Tribunal de commerce de Meaux, le 13 janvier 2025, n°2024015445

Le Tribunal de commerce de Meaux, par jugement du 13 janvier 2025, a ouvert une procédure de redressement judiciaire à l’encontre d’une société. Cette décision intervient à la suite d’une requête du ministère public fondée sur l’article L. 631-5 du code de commerce. Le tribunal a ordonné une enquête préalable pour évaluer la situation de l’entreprise. Il constate ensuite l’impossibilité de faire face au passif exigible avec l’actif disponible. Le jugement ouvre une période d’observation et nomme les différents organes de la procédure. La question posée est celle des conditions et des modalités d’ouverture d’un redressement judiciaire sur requête du ministère public. Le tribunal retient la cessation des paiements et organise les suites de la procédure.

**L’ouverture du redressement judiciaire par le ministère public**

Le jugement illustre la mise en œuvre de la saisine d’office par l’autorité publique. L’article L. 631-5 du code de commerce permet au procureur de la République de requérir l’ouverture d’une procédure. Le tribunal rappelle que cette faculté est subordonnée à une condition légale.
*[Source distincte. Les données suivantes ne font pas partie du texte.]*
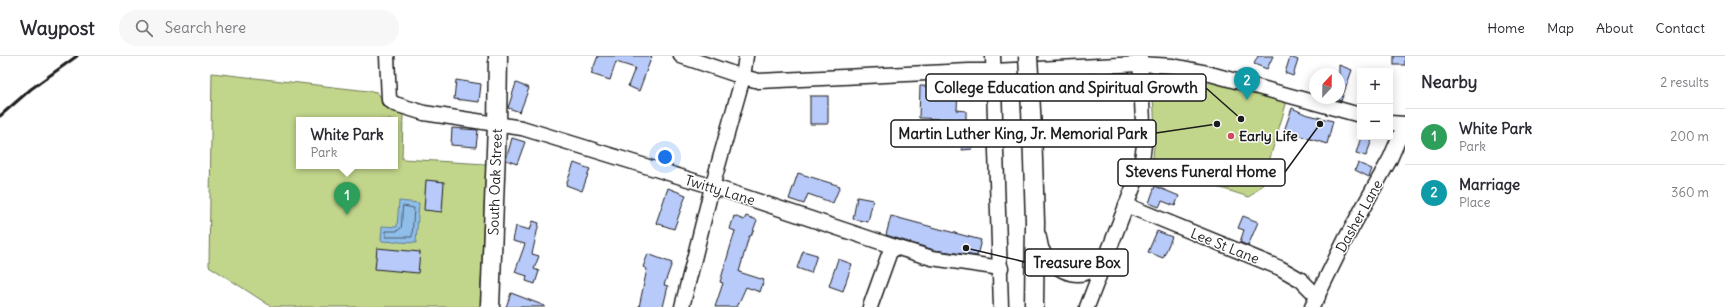 <!DOCTYPE html>
<html lang="en">
<head>
<meta charset="utf-8">
<style>
	body { margin:0; font-family:Delius,sans-serif; background:#f7f7f7; color:#2b2b33 }
	.controls { position:absolute; right:12px; top:12px; display:grid; overflow:hidden; border-radius:0px; box-shadow:0 2px 10px #0003 }
	.controls button { width:36px; height:36px; display:grid; place-items:center; padding:0; border:0; border-bottom:1px solid #e1e1e2; background:#fff; color:#2b2b33; font:20px sans-serif }
	.compass { position:absolute; left:1309px; top:12px; width:36px; height:36px; border-radius:50%; background:#fff; box-shadow:0 2px 10px #0003; rotate:22deg }
	.you { position:absolute; left:665px; top:101px; width:14px; height:14px; margin:-10px; border:3px solid #fff; border-radius:50%; background:#1a73e8; box-shadow:0 0 0 6px #1a73e833 }
	.badge { display:grid; place-items:center; width:26px; height:26px; border-radius:50%; background:#1a73e8; color:#fff; font-size:13px; font-weight:700 }
	.pin { position:absolute; translate:-50% -33px; filter:drop-shadow(0 1px 2px #0008) }
	.pin::after { content:''; position:absolute; top:21px; width:14px; height:12px; background:inherit; clip-path:polygon(0 0,100% 0,50% 100%) }
	.popup { position:absolute; left:296px; top:61px; width:102px; height:52px; box-sizing:border-box; display:grid; place-content:center; border-radius:0px; background:#fff; filter:drop-shadow(0 1px 3px #0005); font-size:13px; white-space:nowrap; color:#7c7c81 }
	.popup b { font-size:15px; color:#2b2b33 }
	.popup::after { content:''; position:absolute; left:50%; top:100%; margin-left:-8px; border:8px solid transparent; border-top-color:#fff }
	.list { margin:0; padding:0; list-style:none }
	h2 { display:flex; justify-content:space-between; align-items:center; height:52px; margin:0; padding:0 16px; font-size:17px }
	h2 small { font-size:13px; font-weight:400; color:#7c7c81 }
	.list li { display:grid; grid-template-columns:26px 1fr auto; gap:12px; align-items:center; box-sizing:border-box; height:56px; padding:0 16px; border-top:1px solid #e1e1e2 }
	.list b { display:block; font-size:15px; white-space:nowrap }
	.list p { margin:0; font-size:13px; white-space:nowrap; color:#7c7c81 }
	.list em { font-size:13px; font-style:normal; color:#7c7c81 }
	.icon { flex:none; width:22px; height:22px; fill:none; stroke:currentColor; stroke-width:2; stroke-linecap:round; stroke-linejoin:round }
	.map { position:relative; flex:none; width:1405px; height:251px; overflow:hidden }
	header { display:flex; align-items:center; gap:24px; box-sizing:border-box; height:56px; padding:0 20px; background:#fff; border-bottom:1px solid #e1e1e2 }
	header strong { font-size:19px }
	nav { display:flex; gap:22px; margin-inline-start:auto; font-size:14px }
	.search { width:280px; height:36px; background:#f7f7f7; display:flex; align-items:center; gap:10px; box-sizing:border-box; padding:0 14px; border-radius:22px; color:#7c7c81; font-size:15px }
	main { display:flex }
	aside { flex:1; background:#fff }
	.map>svg:first-child { display:block }
	.green { fill:#c2d68b; stroke:#6f7954; fill-rule:evenodd }
	.water { fill:#8fbee9; stroke:#617d97 }
	.lines { fill:none; stroke-linecap:round; stroke-linejoin:round }
	.shore { stroke:#4a5d6e; stroke-width:1 }
	.building { fill:#b8cafa; stroke:#1c1c1c }
	.minor-casing { stroke:#1c1c1c; stroke-width:17 }
	.major-casing { stroke:#1c1c1c; stroke-width:21 }
	.path { stroke:#1c1c1c; stroke-width:2; stroke-dasharray:1 3; stroke-linecap:butt }
	.minor { stroke:#fff; stroke-width:14 }
	.major { stroke:#fff; stroke-width:18 }
	.rail { stroke:#1c1c1c; stroke-width:3 }
	.major-bridge-casing { stroke:#1c1c1c; stroke-width:21; stroke-linecap:butt }
	.major-bridge { stroke:#fff; stroke-width:18 }
	.poi-dot { fill:#d1495b; stroke:#fff; stroke-width:1.5 }
	.labels { text-anchor:middle; dominant-baseline:central; stroke-width:3; stroke-linejoin:round; paint-order:stroke }
	.poi-label { font-size:14px; font-weight:bold; fill:#1c1c1c; stroke:#fff; text-anchor:start }
	.street-label { font-size:14px; fill:#1c1c1c; stroke:#fff }
	.leader { fill:none; stroke:#1c1c1c; stroke-width:1.5 }
	.callout-dot { fill:#1c1c1c; stroke:#fff; stroke-width:1.5 }
	.callout { fill:#fff; stroke:#1c1c1c; stroke-width:1.5 }
	.callout-label { font-size:15px; text-anchor:middle; font-weight:bold; fill:#1c1c1c }
</style>
</head>
<body>
<header>
<strong>Waypost</strong>
<div class="search"><svg class="icon" aria-label="search" viewBox="0 0 24 24"><circle cx="10" cy="10" r="6"/><path d="M15 15l6 6"/></svg>Search here</div>
<nav><a>Home</a><a>Map</a><a>About</a><a>Contact</a></nav>
</header>
<main>
<div class="map">
<svg width="1405" height="251" viewBox="0 0 1405 251">
	<rect width="100%" height="100%" fill="#fff"/>
	<filter id="ink" filterUnits="userSpaceOnUse"><feTurbulence type="fractalNoise" baseFrequency=".025" numOctaves="2"/><feDisplacementMap in="SourceGraphic" scale="8" xChannelSelector="R" yChannelSelector="G"/><feConvolveMatrix kernelMatrix="1 2 1 2 8 2 1 2 1" color-interpolation-filters="sRGB"/></filter>
	<g filter="url(#ink)">
		<g class="green">
			<path d="M 1157,15 L 1194,20 L 1287,45 L 1262,129 L 1249,141 L 1151,110 C 1158,82 1153,52 1152,23 L 1152,20 Z"/>
			<path d="M 212,17 L 377,36 L 389,53 L 403,57 L 402,103 L 486,108 L 480,251 L 272,251 L 209,210 ZM 299,64 L 395,64 L 395,110 L 299,110 Z"/>
		</g>
		<polygon class="water" points="399,145 419,147 416,187 381,185 382,170 397,171"/>
		<g class="lines">
			<polygon class="shore" points="403,150 414,152 412,181 386,181 386,175 397,175 401,172"/>
		</g>
		<g class="building">
			<polygon points="598,0 652,0 639,35 628,30 635,12 616,6 610,24 591,18"/>
			<polygon points="1258,0 1273,0 1267,13 1254,8"/>
			<rect x="1394" y="0" width="11" height="9"/>
			<polygon points="1290,1 1298,4 1293,20 1285,17"/>
			<polygon points="1339,9 1352,14 1341,45 1339,44"/>
			<polygon points="456,24 481,28 479,46 454,43"/>
			<polygon points="516,27 529,32 520,56 508,52"/>
			<polygon points="920,30 958,31 957,54 966,55 966,64 919,62"/>
			<rect x="810" y="40" width="18" height="28"/>
			<polygon points="1292,52 1305,58 1333,65 1327,88 1284,75"/>
			<polygon points="452,72 478,74 476,91 451,89"/>
			<polygon points="972,79 973,93 962,94 961,80"/>
			<polygon points="1361,81 1373,81 1366,100 1356,97"/>
			<polygon points="512,82 525,86 517,108 506,104"/>
			<polygon points="574,107 590,113 582,135 566,129"/>
			<polygon points="1358,107 1372,113 1369,121 1355,114"/>
			<polygon points="798,117 840,130 833,147 808,138 804,148 789,143"/>
			<polygon points="426,124 444,126 442,156 424,154"/>
			<polygon points="1155,130 1179,140 1175,150 1162,145 1159,151 1149,147"/>
			<polygon points="668,132 686,139 674,173 656,167"/>
			<polygon points="857,141 873,144 868,166 853,163"/>
			<polygon points="734,160 744,164 746,160 757,164 751,180 749,180 739,216 764,224 760,236 746,231 737,251 715,251 723,227 720,226 735,175 730,173"/>
			<polygon points="891,160 981,184 977,200 934,194 886,179"/>
			<polygon points="1243,160 1258,166 1248,190 1240,186 1244,174 1238,172"/>
			<polygon points="533,165 539,167 532,198 539,200 534,213 539,215 535,228 526,225 527,220 515,216 525,188 513,185 516,170 530,174"/>
			<polygon points="1157,175 1172,181 1163,202 1148,196"/>
			<polygon points="377,192 420,196 418,217 375,213"/>
			<polygon points="803,195 817,199 811,217 797,212"/>
			<polygon points="648,198 672,207 664,229 668,230 663,251 639,251 647,213 643,211"/>
			<polygon points="838,203 852,208 843,235 829,230"/>
			<polygon points="511,237 545,250 545,251 506,251"/>
		</g>
		<g class="lines">
			<g class="minor-casing">
				<g id="minor">
					<polyline points="387,0 389,44 395,48 424,57 522,72 730,136 892,190 932,202 1001,212"/>
					<polyline points="681,0 743,21 759,25 969,15 994,15 1140,8 1173,10 1203,16 1360,59"/>
					<polyline points="993,0 1001,251"/>
					<polyline points="1390,67 1405,68"/>
					<polyline points="1126,149 1280,212 1301,224 1318,241"/>
					<path d="M 1038,179 C 1040,183 1040,190 1042,194 C 1051,211 1073,225 1092,214 C 1096,211 1100,207 1104,204"/>
					<polyline points="682,251 712,131 743,21 746,0"/>
					<polyline points="870,251 892,190"/>
					<polyline points="1087,251 1141,111 1144,89 1140,0"/>
					<polyline points="1312,251 1345,184 1390,103 1405,68"/>
				</g>
			</g>
			<g class="major-casing">
				<g id="major">
					<polyline points="1032,73 1035,166 1034,251"/>
					<polyline points="490,251 497,69 498,0"/>
				</g>
			</g>
			<g class="path">
				<polyline points="1171,28 1171,25"/>
				<polyline points="1162,34 1165,34"/>
				<polyline points="1177,34 1179,34"/>
				<polyline points="1171,40 1171,42"/>
			</g>
			<use href="#minor" class="minor"/>
			<use href="#major" class="major"/>
			<polyline class="rail" points="0,60 31,33 77,0"/>
			<g class="major-bridge-casing">
				<polyline id="major-bridge" points="1028,0 1032,73"/>
			</g>
			<use href="#major-bridge" class="major-bridge"/>
		</g>
	</g>
	<circle class="poi-dot" cx="1231" cy="80" r="4"/>
	<g class="labels">
		<g class="poi-label">
			<text x="1239" y="80">Early Life</text>
		</g>
		<g class="street-label">
			<text transform="translate(495 126) rotate(-88)">South Oak Street</text>
			<text transform="translate(720 134) rotate(17)">Twitty Lane</text>
			<text transform="translate(1359 160) rotate(-61)">Dasher Lane</text>
			<text transform="translate(1225 190) rotate(22)">Lee St Lane</text>
		</g>
	</g>
	<path class="leader" d="M1241 63L1206 32M1217 68L1156 77M1320 68L1285 116M966 192L1025 206"/>
	<g class="callout-dot">
		<circle cx="1241" cy="63" r="4"/>
		<circle cx="1217" cy="68" r="4"/>
		<circle cx="1320" cy="68" r="4"/>
		<circle cx="966" cy="192" r="4"/>
	</g>
	<g class="callout">
		<rect x="926" y="18" width="280" height="27" rx="4"/>
		<rect x="891" y="64" width="265" height="27" rx="4"/>
		<rect x="1118" y="103" width="167" height="27" rx="4"/>
		<rect x="1025" y="193" width="103" height="27" rx="4"/>
	</g>
	<g class="callout-label">
		<text x="1066" y="37">College Education and Spiritual Growth</text>
		<text x="1023" y="83">Martin Luther King, Jr. Memorial Park</text>
		<text x="1201" y="121">Stevens Funeral Home</text>
		<text x="1077" y="212">Treasure Box</text>
	</g>
</svg>
<div class="controls">
<button>+</button>
<button>−</button>
</div>
<svg class="compass" viewBox="-18 -18 36 36"><path d="M0-13l5 13h-10z" fill="#e53935"/><path d="M0 13l5-13h-10z" fill="#7c7c81"/></svg>
<div class="you"></div>
<div class="pin badge" style="left:347px;top:159px;background:#2e9e5b">1</div>
<div class="popup"><b>White Park</b>Park</div>
<div class="pin badge" style="left:1247px;top:44px;background:#0f9aa8">2</div>
</div>
<aside>
<h2>Nearby<small>2 results</small></h2>
<ul class="list">
<li><span class="badge" style="background:#2e9e5b">1</span><div><b>White Park</b><p>Park</p></div><em>200 m</em></li>
<li><span class="badge" style="background:#0f9aa8">2</span><div><b>Marriage</b><p>Place</p></div><em>360 m</em></li>
</ul>
</aside>
</main>
</body>
</html>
Il « peut dès à présent, ouvrir une procédure de redressement judiciaire » après avoir recueilli les informations nécessaires. Le contrôle du juge demeure entier sur l’appréciation de la situation économique. La décision montre le rôle complémentaire du parquet en matière de prévention des défaillances d’entreprises.

L’intervention du ministère public ne dispense pas le tribunal d’une instruction contradictoire. Une enquête préalable a été ordonnée pour recueillir tous renseignements. Le tribunal fonde son intime conviction sur les éléments ainsi rassemblés. Il relève que la société « se trouve dans l’impossibilité de faire face à son passif exigible avec son actif disponible ». Le montant du passif, bien que modique, suffit à caractériser l’état de cessation des paiements. La saisine publique assure la protection de l’ordre économique lorsque l’entreprise ne saisit pas elle-même le juge.

**L’organisation des mesures provisoires et des perspectives de redressement**

Le tribunal fixe les paramètres initiaux de la procédure avec une vision prospective. La date de cessation des paiements est arrêtée de manière provisoire au 13 juillet 2023. Cette rétroactivité permet d’englober une période significative pour l’analyse. La période d’observation est ouverte jusqu’au 13 juillet 2025. Le juge souligne que l’objectif est de « rechercher les perspectives de redressement ». La procédure est ainsi orientée vers une possible continuation de l’activité, conformément à l’esprit du livre VI du code de commerce.

Les mesures d’administration et de contrôle sont immédiatement mises en place. Un juge-commissaire et un mandataire judiciaire sont désignés. Le tribunal ordonne la réalisation d’un inventaire et la désignation d’un représentant des salariés. Il impose surtout le dépôt d’un « premier rapport précisant si l’entreprise dispose des capacités financières suffisantes à sa poursuite d’activité ». Cette exigence rapide témoigne d’une gestion dynamique de l’observation. Le juge anticipe l’échéance prochaine où il devra statuer sur le maintien de l’activité ou la liquidation.

Source : Cour de cassation – Base Open Data « Judilibre » & « Légifrance ».